Caduceus: Bi-Directional Equivariant Long-Range DNA Sequence Modeling (2403.03234v2)

Abstract: Large-scale sequence modeling has sparked rapid advances that now extend into biology and genomics. However, modeling genomic sequences introduces challenges such as the need to model long-range token interactions, the effects of upstream and downstream regions of the genome, and the reverse complementarity (RC) of DNA. Here, we propose an architecture motivated by these challenges that builds off the long-range Mamba block, and extends it to a BiMamba component that supports bi-directionality, and to a MambaDNA block that additionally supports RC equivariance. We use MambaDNA as the basis of Caduceus, the first family of RC equivariant bi-directional long-range DNA LLMs, and we introduce pre-training and fine-tuning strategies that yield Caduceus DNA foundation models. Caduceus outperforms previous long-range models on downstream benchmarks; on a challenging long-range variant effect prediction task, Caduceus exceeds the performance of 10x larger models that do not leverage bi-directionality or equivariance.

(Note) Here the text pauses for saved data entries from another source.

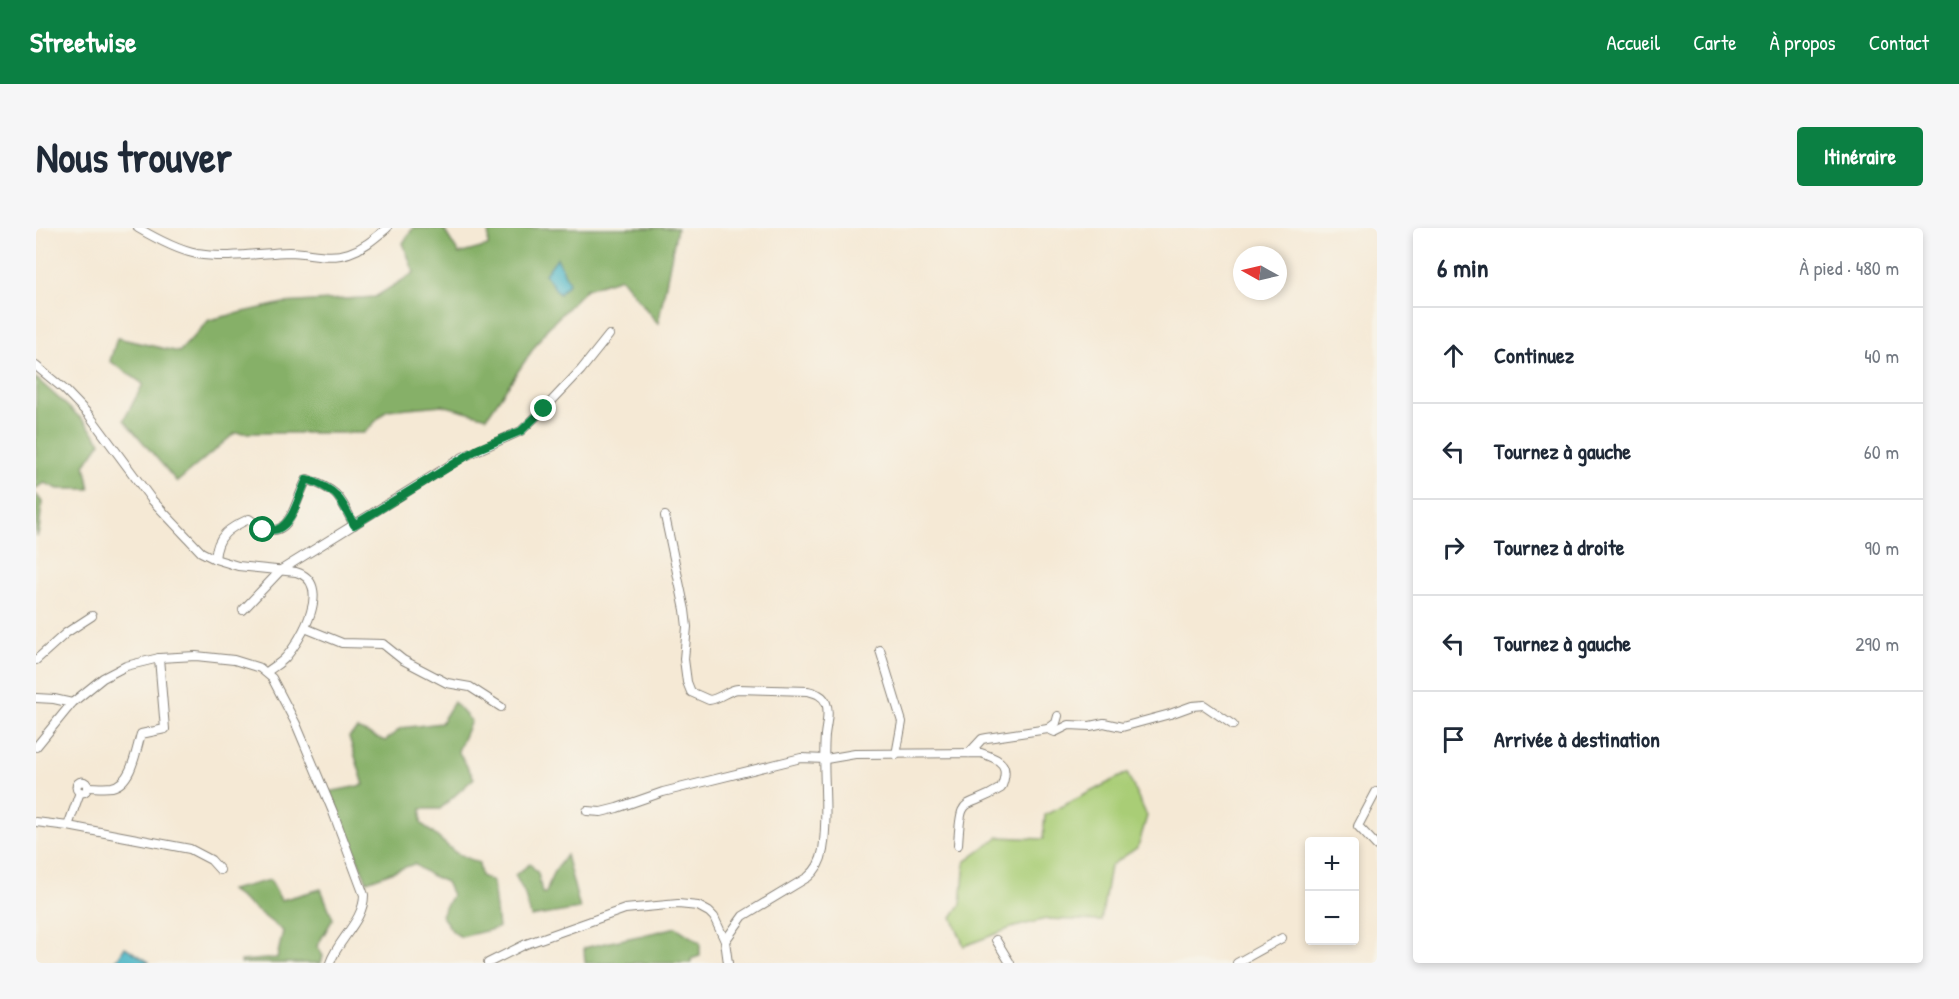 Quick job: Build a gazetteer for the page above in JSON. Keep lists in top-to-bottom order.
{
  "north": "left",
  "page": {
    "header": "Streetwise",
    "nav": [
      "Accueil",
      "Carte",
      "À propos",
      "Contact"
    ],
    "buttons": "Itinéraire",
    "title": "Nous trouver",
    "heading": ["6 min", "À pied · 480 m"],
    "list": [
      ["Continuez", "40 m"],
      ["Tournez à gauche", "60 m"],
      ["Tournez à droite", "90 m"],
      ["Tournez à gauche", "290 m"],
      "Arrivée à destination"
    ],
    "map_buttons": ["+", "−"]
  }
}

• The paper introduces the Caduceus model, which extends the MambaDNA block to capture bi-directional context, reverse complement equivariance, and long-range dependencies in genomic sequences.
• It presents two variants—Caduceus-PS with parameter sharing for RC equivariance and Caduceus-Ph using post-hoc conjoining for downstream tasks.
• Empirical results demonstrate that Caduceus outperforms state-of-the-art models on genomic benchmarks, notably enhancing variant effect prediction.

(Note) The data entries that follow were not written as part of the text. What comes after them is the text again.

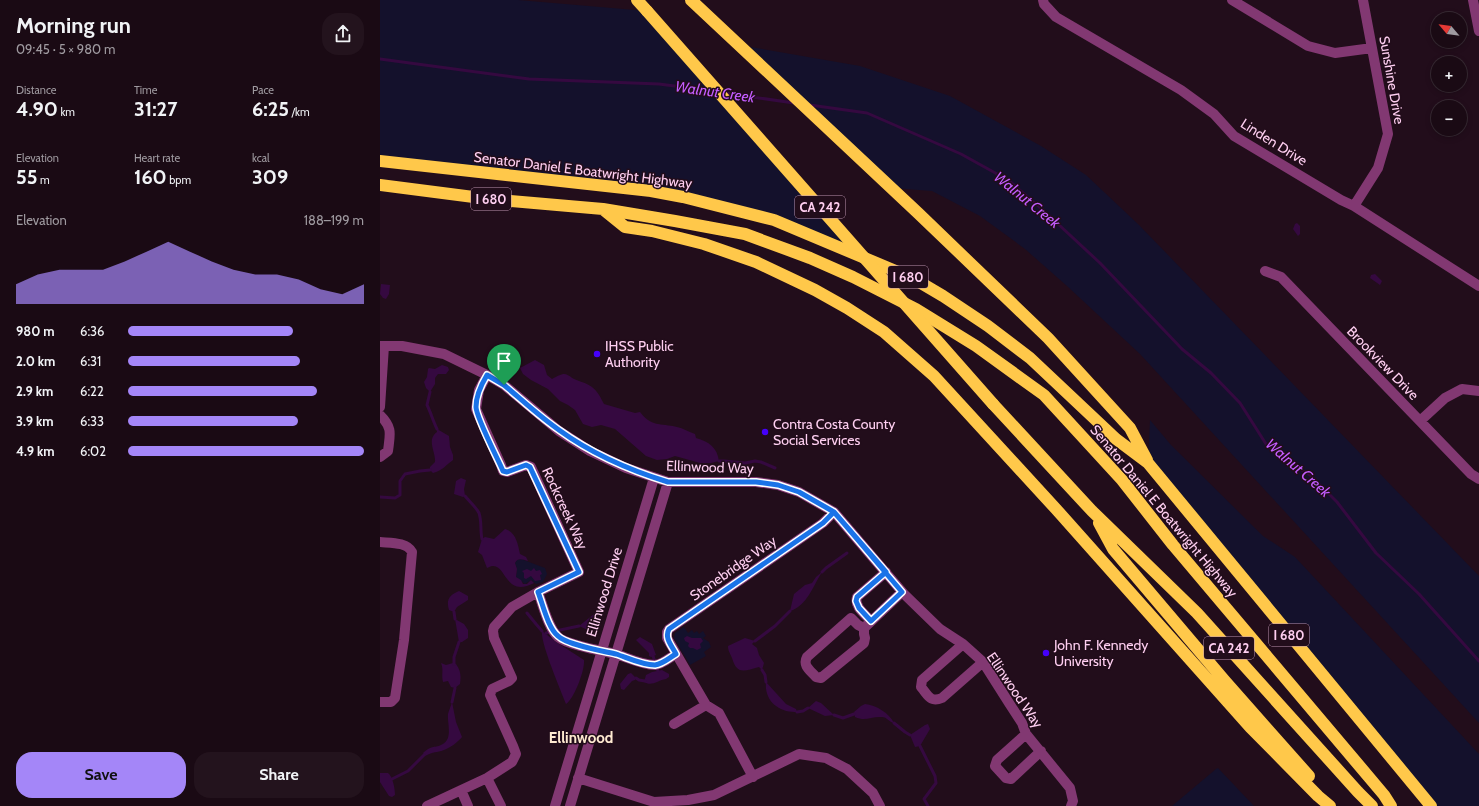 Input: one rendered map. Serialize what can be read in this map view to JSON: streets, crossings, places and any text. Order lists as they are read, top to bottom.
{
  "streets": {
    "highway": ["Senator Daniel E Boatwright Highway", "I 680", "CA 242"],
    "street": [
      "Sunshine Drive",
      "Linden Drive",
      "Brookview Drive",
      "Ellinwood Way",
      "Rockcreek Way",
      "Stonebridge Way",
      "Ellinwood Drive"
    ]
  },
  "crossings": [
    ["Sunshine Drive", "Linden Drive"],
    ["Senator Daniel E Boatwright Highway", "I 680"],
    ["Ellinwood Way", "Rockcreek Way"],
    ["Ellinwood Way", "Stonebridge Way"],
    ["Ellinwood Way", "Ellinwood Drive"]
  ],
  "districts": ["Ellinwood"],
  "water": ["Walnut Creek"],
  "places": ["IHSS Public Authority", "Contra Costa County Social Services", "John F. Kennedy University"],
  "north": "top left",
  "page": {
    "heading": ["Morning run", "09:45 · 5 × 980 m"],
    "map_buttons": ["+", "−"],
    "stats": [
      ["Distance", "4.90 km"],
      ["Time", "31:27"],
      ["Pace", "6:25 /km"],
      ["Elevation", "55 m"],
      ["Heart rate", "160 bpm"],
      ["kcal", "309"]
    ],
    "chart": ["Elevation", "188–199 m"],
    "list": [
      {
        "name": "980 m",
        "note": "6:36"
      },
      {
        "name": "2.0 km",
        "note": "6:31"
      },
      {
        "name": "2.9 km",
        "note": "6:22"
      },
      {
        "name": "3.9 km",
        "note": "6:33"
      },
      {
        "name": "4.9 km",
        "note": "6:02"
      }
    ],
    "buttons": ["Save", "Share"]
  }
} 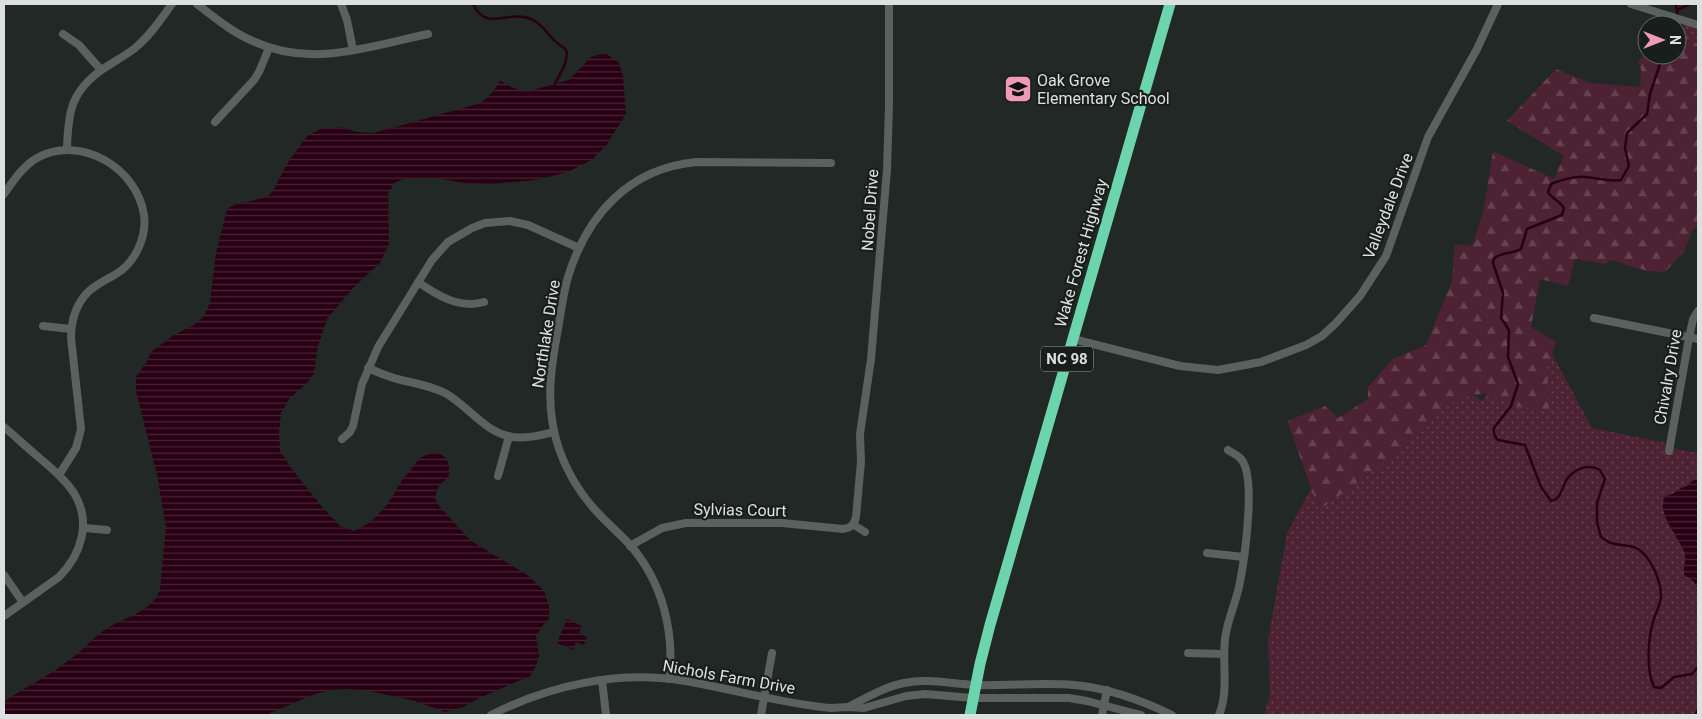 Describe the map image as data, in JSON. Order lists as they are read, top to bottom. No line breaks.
{"streets":{"highway":["Wake Forest Highway","NC 98"],"street":["Valleydale Drive","Nobel Drive","Northlake Drive","Chivalry Drive","Sylvias Court","Nichols Farm Drive"]},"crossings":[["Valleydale Drive","Wake Forest Highway"],["Nobel Drive","Sylvias Court"],["Wake Forest Highway","Nichols Farm Drive"],["Northlake Drive","Sylvias Court"],["Northlake Drive","Nichols Farm Drive"]],"places":{"school or university":["Oak Grove Elementary School"]},"north":"right"}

Bi-Directional Equivariant Long-Range DNA Sequence Modeling with Caduceus

In the rapidly evolving field of genomic sequence modeling, addressing the challenges of modeling DNA sequences introduces unique hurdles compared to traditional sequence modeling tasks. These challenges include the necessity for bi-directional context modeling, reverse complement (RC) equivariance, and the handling of long-range dependencies inherent in genomic data. Addressing these issues, Schiff et al. propose a novel architecture in their recent work, entitled "Caduceus: Bi-Directional Equivariant Long-Range DNA Sequence Modeling."

Introduction to the Challenges in DNA Sequence Modeling

Modeling genomic sequences differs significantly from natural language processing or even protein sequence modeling due to several distinct characteristics of DNA:

• Bi-directionality: Cellular phenotypes are influenced by base pairs both upstream and downstream in the genome, necessitating models that can leverage bi-directional context.
• Reverse Complementarity: DNA's double-stranded structure means that either strand can functionally represent the same genetic information, albeit in reverse and with complementary base pairs. This property is critical for accurate DNA sequence modeling.
• Long-Range Dependencies: Many genomic functions are regulated by elements that may be located far from the genes they control, necessitating models capable of capturing long-range dependencies.

The Caduceus Architecture

Addressing these specificities, Schiff et al. introduce the MambaDNA block, an extension of the long-range Mamba block. This novel block supports bi-directionality and incorporates RC equivariance, making it suited for genomic sequence modeling. The paper introduces two versions of their proposed model, Caduceus, built upon the MambaDNA block:

• Caduceus-PS, incorporating parameter sharing to enforce RC equivariance through the architecture, allowing for RC equivariant LLM pre-training.
• Caduceus-Ph, leveraging post-hoc conjoining, a method ensuring RC invariance in downstream tasks, effectively acting as a potent alternative to inherent RC equivariance.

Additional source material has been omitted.